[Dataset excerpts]
——

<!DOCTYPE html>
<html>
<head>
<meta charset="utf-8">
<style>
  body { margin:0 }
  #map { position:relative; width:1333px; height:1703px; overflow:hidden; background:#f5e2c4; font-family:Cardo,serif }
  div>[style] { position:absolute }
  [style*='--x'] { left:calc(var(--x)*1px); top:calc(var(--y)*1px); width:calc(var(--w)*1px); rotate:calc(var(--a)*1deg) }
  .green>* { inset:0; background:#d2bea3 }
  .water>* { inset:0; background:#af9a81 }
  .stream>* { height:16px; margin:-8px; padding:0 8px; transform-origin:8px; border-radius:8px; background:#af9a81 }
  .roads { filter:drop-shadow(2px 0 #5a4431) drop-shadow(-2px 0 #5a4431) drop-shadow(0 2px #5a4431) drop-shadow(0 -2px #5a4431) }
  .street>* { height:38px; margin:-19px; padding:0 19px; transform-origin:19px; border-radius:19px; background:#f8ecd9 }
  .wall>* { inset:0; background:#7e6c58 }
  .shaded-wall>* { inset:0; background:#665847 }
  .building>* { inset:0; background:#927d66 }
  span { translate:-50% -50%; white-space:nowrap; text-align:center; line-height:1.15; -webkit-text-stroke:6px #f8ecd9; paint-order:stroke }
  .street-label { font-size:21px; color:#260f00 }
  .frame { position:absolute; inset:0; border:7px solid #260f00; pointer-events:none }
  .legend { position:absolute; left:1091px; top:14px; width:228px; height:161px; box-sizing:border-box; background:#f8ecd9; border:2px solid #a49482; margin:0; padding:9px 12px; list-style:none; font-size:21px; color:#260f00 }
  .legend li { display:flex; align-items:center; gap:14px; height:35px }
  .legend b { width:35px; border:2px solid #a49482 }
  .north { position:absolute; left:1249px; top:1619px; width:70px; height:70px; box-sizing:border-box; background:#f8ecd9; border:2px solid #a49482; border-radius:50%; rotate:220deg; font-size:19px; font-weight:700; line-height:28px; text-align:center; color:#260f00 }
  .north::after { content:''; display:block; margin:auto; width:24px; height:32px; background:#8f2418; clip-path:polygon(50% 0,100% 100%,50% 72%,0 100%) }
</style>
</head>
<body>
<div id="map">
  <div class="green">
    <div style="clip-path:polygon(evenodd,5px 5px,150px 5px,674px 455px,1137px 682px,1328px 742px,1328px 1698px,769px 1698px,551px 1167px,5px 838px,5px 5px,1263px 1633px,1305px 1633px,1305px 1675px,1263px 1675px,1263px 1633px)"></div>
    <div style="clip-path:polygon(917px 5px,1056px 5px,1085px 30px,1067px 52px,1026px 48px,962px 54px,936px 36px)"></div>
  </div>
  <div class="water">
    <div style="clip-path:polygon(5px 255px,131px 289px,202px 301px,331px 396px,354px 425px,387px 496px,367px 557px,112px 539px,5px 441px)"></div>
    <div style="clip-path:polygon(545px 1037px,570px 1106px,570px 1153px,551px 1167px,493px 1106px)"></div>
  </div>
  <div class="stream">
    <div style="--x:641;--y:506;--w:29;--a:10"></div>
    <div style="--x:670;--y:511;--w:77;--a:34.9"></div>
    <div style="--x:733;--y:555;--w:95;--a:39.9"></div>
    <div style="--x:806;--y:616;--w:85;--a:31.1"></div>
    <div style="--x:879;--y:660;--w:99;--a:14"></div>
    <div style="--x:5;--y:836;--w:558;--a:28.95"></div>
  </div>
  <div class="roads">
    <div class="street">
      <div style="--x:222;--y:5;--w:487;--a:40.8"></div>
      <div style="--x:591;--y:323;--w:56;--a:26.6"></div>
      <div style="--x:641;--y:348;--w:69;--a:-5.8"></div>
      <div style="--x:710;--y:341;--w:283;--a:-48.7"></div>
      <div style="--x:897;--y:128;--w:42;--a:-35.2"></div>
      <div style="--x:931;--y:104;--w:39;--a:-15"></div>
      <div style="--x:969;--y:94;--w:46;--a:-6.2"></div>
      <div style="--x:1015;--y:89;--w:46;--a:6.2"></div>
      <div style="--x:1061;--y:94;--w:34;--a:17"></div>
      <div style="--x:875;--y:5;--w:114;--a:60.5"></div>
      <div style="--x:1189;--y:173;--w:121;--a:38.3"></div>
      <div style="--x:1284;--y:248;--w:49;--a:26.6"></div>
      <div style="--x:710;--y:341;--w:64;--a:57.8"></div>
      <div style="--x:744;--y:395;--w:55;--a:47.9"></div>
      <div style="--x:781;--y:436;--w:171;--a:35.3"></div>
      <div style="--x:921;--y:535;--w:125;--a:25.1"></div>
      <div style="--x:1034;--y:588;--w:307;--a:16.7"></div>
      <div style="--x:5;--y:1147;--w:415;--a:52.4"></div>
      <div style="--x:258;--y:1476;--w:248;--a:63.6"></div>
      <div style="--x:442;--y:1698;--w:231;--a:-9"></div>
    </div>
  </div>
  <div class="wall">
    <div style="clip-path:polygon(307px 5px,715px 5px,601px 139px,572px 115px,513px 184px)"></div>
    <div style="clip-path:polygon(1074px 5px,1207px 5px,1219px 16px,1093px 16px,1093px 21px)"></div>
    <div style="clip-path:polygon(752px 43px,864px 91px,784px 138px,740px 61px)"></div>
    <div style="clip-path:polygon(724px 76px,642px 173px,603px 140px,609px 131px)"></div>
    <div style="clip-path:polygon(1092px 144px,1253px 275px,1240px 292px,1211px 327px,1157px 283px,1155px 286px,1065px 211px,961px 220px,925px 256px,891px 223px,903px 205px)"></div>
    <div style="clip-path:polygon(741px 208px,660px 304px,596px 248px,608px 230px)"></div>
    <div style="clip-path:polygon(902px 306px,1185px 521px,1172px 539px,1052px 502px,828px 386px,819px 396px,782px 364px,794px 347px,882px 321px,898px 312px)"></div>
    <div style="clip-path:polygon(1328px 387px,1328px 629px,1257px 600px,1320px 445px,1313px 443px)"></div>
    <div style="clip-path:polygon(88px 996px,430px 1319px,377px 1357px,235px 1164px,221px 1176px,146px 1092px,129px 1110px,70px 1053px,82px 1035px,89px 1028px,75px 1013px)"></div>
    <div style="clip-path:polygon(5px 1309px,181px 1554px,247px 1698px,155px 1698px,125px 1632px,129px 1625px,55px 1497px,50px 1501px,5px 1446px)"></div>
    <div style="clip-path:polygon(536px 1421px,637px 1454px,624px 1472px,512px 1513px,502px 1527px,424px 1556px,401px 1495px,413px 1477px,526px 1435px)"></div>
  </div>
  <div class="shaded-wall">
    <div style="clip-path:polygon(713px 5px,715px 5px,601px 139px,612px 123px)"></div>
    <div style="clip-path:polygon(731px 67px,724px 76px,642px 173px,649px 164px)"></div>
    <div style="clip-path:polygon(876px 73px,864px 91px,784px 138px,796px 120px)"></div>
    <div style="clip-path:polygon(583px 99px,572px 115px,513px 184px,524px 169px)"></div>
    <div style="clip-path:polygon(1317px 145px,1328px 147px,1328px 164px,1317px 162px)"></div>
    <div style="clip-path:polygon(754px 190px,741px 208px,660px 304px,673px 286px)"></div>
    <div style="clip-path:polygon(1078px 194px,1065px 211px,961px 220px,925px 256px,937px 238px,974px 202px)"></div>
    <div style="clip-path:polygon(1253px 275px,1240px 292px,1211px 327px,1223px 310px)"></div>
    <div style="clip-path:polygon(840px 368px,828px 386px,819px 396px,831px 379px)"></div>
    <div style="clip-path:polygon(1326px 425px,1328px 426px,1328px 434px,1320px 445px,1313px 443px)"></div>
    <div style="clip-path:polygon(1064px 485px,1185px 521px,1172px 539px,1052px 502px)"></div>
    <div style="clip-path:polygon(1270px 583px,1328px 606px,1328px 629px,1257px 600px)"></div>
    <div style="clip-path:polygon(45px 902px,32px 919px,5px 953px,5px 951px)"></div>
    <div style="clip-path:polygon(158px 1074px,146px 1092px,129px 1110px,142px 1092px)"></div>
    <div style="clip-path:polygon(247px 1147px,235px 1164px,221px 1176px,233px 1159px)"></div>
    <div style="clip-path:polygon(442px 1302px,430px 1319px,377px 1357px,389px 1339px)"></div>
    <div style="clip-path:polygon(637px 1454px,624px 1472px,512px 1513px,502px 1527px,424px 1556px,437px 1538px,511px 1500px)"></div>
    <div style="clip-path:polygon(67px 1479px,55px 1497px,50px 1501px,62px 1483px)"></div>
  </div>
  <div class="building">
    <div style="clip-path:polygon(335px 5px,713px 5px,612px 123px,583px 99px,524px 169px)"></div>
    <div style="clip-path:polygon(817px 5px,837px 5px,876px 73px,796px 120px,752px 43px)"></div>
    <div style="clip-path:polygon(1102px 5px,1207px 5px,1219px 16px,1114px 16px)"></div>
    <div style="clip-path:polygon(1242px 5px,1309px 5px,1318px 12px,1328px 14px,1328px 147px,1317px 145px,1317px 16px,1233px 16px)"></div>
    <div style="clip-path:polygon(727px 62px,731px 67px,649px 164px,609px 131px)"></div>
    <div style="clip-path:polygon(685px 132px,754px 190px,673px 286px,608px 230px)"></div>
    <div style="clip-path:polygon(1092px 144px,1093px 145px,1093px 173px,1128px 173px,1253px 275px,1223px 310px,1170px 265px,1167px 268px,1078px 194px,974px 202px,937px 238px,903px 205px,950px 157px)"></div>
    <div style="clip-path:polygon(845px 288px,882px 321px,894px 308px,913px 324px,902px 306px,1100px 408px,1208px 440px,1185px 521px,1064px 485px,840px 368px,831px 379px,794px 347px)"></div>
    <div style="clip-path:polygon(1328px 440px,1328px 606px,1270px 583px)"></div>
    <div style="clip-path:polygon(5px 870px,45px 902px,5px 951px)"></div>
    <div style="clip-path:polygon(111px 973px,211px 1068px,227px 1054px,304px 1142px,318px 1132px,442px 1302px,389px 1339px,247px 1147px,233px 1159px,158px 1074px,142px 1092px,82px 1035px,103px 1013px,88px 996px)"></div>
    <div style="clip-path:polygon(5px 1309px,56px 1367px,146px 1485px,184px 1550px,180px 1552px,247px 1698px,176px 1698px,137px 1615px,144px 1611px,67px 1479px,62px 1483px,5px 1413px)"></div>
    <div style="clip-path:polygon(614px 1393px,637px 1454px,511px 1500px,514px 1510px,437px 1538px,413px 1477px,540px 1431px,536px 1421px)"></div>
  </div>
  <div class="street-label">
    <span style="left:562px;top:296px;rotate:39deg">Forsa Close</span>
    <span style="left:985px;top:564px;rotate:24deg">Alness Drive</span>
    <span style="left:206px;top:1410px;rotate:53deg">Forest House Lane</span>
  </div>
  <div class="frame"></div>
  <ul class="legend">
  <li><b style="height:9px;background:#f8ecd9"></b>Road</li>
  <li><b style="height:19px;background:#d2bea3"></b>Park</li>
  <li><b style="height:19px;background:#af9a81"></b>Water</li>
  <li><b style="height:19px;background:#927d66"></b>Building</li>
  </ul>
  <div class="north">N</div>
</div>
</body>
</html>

——

Action item:
Here the output must be the lines above from the line with "height:16px; margin:-8px; padding:0" to the line with "filter:drop-shadow(2px 0 #5a4431)", both included, duplicated word for word and nothing else.

Reply to the exercise:
  .stream>* { height:16px; margin:-8px; padding:0 8px; transform-origin:8px; border-radius:8px; background:#af9a81 }
  .roads { filter:drop-shadow(2px 0 #5a4431) drop-shadow(-2px 0 #5a4431) drop-shadow(0 2px #5a4431) drop-shadow(0 -2px #5a4431) }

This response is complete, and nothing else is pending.